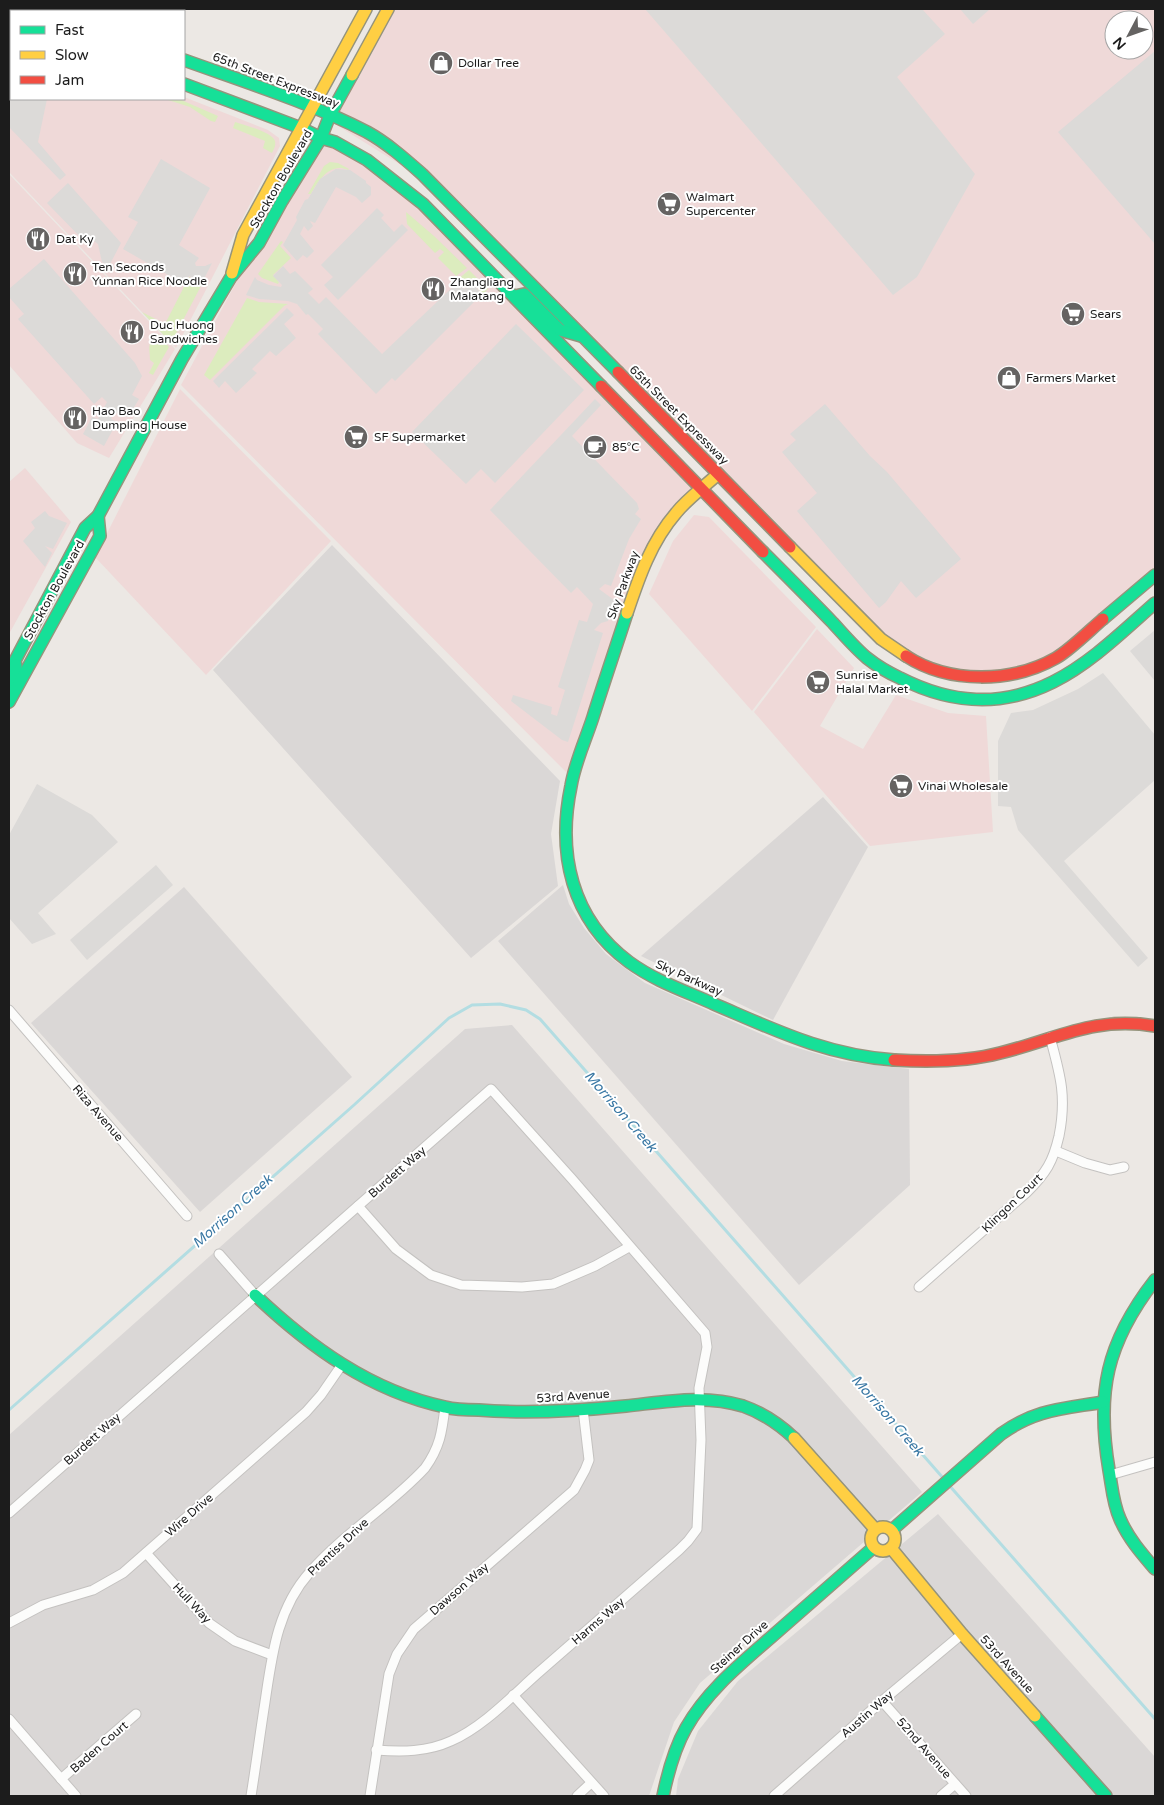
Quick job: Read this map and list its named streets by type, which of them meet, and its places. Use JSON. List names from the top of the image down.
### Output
{
  "streets": {
    "main road": [
      "65th Street Expressway",
      "Stockton Boulevard",
      "Sky Parkway",
      "53rd Avenue",
      "Steiner Drive"
    ],
    "street": [
      "Riza Avenue",
      "Burdett Way",
      "Klingon Court",
      "Wire Drive",
      "Prentiss Drive",
      "Dawson Way",
      "Hull Way",
      "Harms Way",
      "Austin Way",
      "Baden Court",
      "52nd Avenue"
    ]
  },
  "crossings": [
    ["65th Street Expressway", "Stockton Boulevard"],
    ["65th Street Expressway", "Sky Parkway"],
    ["Sky Parkway", "Klingon Court"],
    ["Burdett Way", "53rd Avenue"],
    ["Burdett Way", "Harms Way"],
    ["53rd Avenue", "Wire Drive"],
    ["53rd Avenue", "Prentiss Drive"],
    ["53rd Avenue", "Dawson Way"],
    ["53rd Avenue", "Harms Way"],
    ["53rd Avenue", "Steiner Drive"],
    ["53rd Avenue", "Austin Way"],
    ["Wire Drive", "Hull Way"],
    ["Prentiss Drive", "Hull Way"],
    ["Dawson Way", "Harms Way"],
    ["Austin Way", "52nd Avenue"]
  ],
  "water": ["Morrison Creek"],
  "places": {
    "shop": ["Dollar Tree", "Farmers Market"],
    "supermarket": [
      "Walmart Supercenter",
      "Sears",
      "SF Supermarket",
      "Sunrise Halal Market",
      "Vinai Wholesale"
    ],
    "restaurant": [
      "Dat Ky",
      "Ten Seconds Yunnan Rice Noodle",
      "Zhangliang Malatang",
      "Duc Huong Sandwiches",
      "Hao Bao Dumpling House"
    ],
    "cafe": ["85°C"]
  },
  "legend": ["Fast", "Slow", "Jam"],
  "north": "bottom left"
}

○ ○ ○ ○ ○ ○ ○

=== Task statement ===
An exact copy of the listing is required; return it without any pictures.

=== Expected output ===
Quick job: Read this map and list its named streets by type, which of them meet, and its places. Use JSON. List names from the top of the image down.
### Output
{
  "streets": {
    "main road": [
      "65th Street Expressway",
      "Stockton Boulevard",
      "Sky Parkway",
      "53rd Avenue",
      "Steiner Drive"
    ],
    "street": [
      "Riza Avenue",
      "Burdett Way",
      "Klingon Court",
      "Wire Drive",
      "Prentiss Drive",
      "Dawson Way",
      "Hull Way",
      "Harms Way",
      "Austin Way",
      "Baden Court",
      "52nd Avenue"
    ]
  },
  "crossings": [
    ["65th Street Expressway", "Stockton Boulevard"],
    ["65th Street Expressway", "Sky Parkway"],
    ["Sky Parkway", "Klingon Court"],
    ["Burdett Way", "53rd Avenue"],
    ["Burdett Way", "Harms Way"],
    ["53rd Avenue", "Wire Drive"],
    ["53rd Avenue", "Prentiss Drive"],
    ["53rd Avenue", "Dawson Way"],
    ["53rd Avenue", "Harms Way"],
    ["53rd Avenue", "Steiner Drive"],
    ["53rd Avenue", "Austin Way"],
    ["Wire Drive", "Hull Way"],
    ["Prentiss Drive", "Hull Way"],
    ["Dawson Way", "Harms Way"],
    ["Austin Way", "52nd Avenue"]
  ],
  "water": ["Morrison Creek"],
  "places": {
    "shop": ["Dollar Tree", "Farmers Market"],
    "supermarket": [
      "Walmart Supercenter",
      "Sears",
      "SF Supermarket",
      "Sunrise Halal Market",
      "Vinai Wholesale"
    ],
    "restaurant": [
      "Dat Ky",
      "Ten Seconds Yunnan Rice Noodle",
      "Zhangliang Malatang",
      "Duc Huong Sandwiches",
      "Hao Bao Dumpling House"
    ],
    "cafe": ["85°C"]
  },
  "legend": ["Fast", "Slow", "Jam"],
  "north": "bottom left"
}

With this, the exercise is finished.